▸ What to produce:
Every line in the listing that holds "Torga" counts once; state the total and nothing more.

▸ Provided data:
####

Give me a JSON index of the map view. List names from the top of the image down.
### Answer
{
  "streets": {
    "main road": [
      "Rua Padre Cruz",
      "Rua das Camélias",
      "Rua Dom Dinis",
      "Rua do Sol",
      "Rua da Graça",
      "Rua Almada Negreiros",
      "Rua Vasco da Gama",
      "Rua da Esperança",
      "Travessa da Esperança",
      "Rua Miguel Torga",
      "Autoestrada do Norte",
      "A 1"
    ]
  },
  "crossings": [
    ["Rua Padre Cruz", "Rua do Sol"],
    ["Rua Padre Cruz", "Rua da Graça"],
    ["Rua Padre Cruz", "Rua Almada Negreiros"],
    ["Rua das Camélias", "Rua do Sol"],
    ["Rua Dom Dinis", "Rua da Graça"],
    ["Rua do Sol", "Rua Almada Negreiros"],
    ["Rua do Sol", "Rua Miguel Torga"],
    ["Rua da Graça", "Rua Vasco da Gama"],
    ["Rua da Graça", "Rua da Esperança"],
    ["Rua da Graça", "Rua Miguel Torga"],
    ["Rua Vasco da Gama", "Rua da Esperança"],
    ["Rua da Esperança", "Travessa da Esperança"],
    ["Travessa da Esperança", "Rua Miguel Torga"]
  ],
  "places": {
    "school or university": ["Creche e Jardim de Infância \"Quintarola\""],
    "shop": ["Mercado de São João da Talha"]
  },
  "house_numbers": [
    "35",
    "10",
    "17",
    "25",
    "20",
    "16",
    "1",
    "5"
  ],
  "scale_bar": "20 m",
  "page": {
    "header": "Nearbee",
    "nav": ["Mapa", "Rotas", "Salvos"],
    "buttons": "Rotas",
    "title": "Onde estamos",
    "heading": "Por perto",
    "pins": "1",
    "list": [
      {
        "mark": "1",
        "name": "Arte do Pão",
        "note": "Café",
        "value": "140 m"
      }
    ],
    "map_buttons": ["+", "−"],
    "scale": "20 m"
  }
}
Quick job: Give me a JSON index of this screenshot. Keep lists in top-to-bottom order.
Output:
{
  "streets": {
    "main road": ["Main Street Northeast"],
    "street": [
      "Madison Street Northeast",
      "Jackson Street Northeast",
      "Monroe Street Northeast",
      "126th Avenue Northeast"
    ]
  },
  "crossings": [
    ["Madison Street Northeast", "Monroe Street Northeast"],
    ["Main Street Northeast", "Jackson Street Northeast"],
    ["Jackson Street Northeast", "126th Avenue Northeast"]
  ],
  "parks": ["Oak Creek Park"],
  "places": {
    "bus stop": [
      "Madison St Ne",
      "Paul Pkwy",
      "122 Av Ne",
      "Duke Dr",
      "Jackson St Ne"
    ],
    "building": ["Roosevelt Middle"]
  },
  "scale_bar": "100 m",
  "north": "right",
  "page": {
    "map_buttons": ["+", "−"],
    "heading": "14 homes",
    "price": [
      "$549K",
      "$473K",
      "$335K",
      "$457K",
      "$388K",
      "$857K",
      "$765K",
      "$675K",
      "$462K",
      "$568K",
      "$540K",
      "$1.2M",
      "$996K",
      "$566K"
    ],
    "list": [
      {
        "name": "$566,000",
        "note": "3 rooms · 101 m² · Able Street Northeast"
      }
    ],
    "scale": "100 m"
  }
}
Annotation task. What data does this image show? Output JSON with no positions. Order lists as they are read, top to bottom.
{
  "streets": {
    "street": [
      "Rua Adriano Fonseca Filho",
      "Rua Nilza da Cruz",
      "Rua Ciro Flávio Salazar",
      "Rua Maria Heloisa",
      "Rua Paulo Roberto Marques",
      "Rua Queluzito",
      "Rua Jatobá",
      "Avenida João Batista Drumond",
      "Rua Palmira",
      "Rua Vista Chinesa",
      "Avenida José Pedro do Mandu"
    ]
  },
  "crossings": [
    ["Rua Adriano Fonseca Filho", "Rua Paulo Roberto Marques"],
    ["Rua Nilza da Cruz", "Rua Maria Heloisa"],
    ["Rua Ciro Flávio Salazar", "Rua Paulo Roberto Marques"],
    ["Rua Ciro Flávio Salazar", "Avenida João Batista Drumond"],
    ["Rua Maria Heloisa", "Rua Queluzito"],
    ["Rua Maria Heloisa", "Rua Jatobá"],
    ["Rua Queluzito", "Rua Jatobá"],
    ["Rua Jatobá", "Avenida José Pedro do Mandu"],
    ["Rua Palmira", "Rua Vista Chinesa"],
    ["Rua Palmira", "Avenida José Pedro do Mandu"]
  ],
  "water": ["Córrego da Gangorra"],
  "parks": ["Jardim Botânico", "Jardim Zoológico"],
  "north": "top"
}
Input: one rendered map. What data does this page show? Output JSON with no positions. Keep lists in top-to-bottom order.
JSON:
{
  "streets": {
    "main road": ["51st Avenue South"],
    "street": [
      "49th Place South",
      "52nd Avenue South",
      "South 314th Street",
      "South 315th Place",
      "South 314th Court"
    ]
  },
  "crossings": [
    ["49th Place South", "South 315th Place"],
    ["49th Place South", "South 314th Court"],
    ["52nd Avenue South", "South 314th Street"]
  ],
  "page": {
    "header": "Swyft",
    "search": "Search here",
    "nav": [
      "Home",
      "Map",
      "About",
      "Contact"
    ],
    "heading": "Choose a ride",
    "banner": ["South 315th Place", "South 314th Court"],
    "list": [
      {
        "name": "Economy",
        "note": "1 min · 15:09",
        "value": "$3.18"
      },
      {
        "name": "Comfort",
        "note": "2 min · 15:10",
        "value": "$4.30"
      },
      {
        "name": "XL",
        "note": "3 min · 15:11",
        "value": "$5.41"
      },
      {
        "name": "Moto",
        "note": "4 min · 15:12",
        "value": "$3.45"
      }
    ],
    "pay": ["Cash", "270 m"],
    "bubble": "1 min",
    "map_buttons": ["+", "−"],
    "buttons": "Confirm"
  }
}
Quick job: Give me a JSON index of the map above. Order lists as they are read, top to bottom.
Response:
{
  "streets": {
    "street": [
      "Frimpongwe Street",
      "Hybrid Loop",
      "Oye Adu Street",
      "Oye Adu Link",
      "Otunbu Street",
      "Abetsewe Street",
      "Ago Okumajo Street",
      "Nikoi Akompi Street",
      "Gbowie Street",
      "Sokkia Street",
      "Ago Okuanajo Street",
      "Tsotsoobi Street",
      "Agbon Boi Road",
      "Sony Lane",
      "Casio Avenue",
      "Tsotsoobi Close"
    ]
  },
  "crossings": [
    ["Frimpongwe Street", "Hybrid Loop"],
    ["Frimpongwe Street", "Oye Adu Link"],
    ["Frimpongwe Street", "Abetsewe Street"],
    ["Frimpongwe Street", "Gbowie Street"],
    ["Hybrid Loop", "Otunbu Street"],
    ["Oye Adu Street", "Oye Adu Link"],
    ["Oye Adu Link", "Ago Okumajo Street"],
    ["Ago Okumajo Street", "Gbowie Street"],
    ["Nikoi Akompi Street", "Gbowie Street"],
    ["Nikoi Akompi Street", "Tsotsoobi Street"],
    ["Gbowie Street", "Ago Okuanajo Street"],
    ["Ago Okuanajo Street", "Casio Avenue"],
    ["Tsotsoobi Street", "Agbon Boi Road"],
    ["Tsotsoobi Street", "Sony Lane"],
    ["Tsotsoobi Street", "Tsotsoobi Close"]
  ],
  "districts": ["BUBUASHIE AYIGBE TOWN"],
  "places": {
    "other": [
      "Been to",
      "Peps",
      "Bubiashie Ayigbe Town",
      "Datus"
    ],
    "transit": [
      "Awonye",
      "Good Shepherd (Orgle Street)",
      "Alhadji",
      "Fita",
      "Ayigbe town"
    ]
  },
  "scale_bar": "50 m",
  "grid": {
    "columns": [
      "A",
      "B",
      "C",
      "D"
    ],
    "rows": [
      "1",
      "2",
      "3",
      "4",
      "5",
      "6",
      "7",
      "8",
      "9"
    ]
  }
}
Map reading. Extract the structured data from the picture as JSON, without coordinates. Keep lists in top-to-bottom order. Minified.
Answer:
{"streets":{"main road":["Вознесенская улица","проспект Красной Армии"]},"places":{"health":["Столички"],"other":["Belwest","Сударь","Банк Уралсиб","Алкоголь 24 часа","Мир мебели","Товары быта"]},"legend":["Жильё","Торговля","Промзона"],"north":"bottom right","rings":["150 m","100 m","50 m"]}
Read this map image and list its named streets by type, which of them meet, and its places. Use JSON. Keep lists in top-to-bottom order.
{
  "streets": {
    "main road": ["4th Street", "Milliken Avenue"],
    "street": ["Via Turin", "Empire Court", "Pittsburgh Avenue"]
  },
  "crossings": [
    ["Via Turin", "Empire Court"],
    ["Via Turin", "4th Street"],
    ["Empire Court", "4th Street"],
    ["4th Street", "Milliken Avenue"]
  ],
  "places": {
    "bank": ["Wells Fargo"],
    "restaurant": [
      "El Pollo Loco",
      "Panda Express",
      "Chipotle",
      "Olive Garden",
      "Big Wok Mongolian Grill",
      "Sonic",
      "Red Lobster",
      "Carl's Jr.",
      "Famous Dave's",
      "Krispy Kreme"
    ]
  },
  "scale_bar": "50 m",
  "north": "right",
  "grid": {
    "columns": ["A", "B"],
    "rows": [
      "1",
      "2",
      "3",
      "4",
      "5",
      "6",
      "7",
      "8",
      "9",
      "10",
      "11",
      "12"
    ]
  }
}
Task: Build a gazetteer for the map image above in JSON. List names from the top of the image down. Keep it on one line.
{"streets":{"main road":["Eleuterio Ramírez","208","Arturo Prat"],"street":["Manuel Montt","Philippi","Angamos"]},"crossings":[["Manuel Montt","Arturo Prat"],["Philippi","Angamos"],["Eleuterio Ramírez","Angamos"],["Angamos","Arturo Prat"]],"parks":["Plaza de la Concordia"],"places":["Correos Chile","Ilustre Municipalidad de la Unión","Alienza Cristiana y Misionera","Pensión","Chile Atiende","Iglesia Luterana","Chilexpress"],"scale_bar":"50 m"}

####

▸ Written reply:
4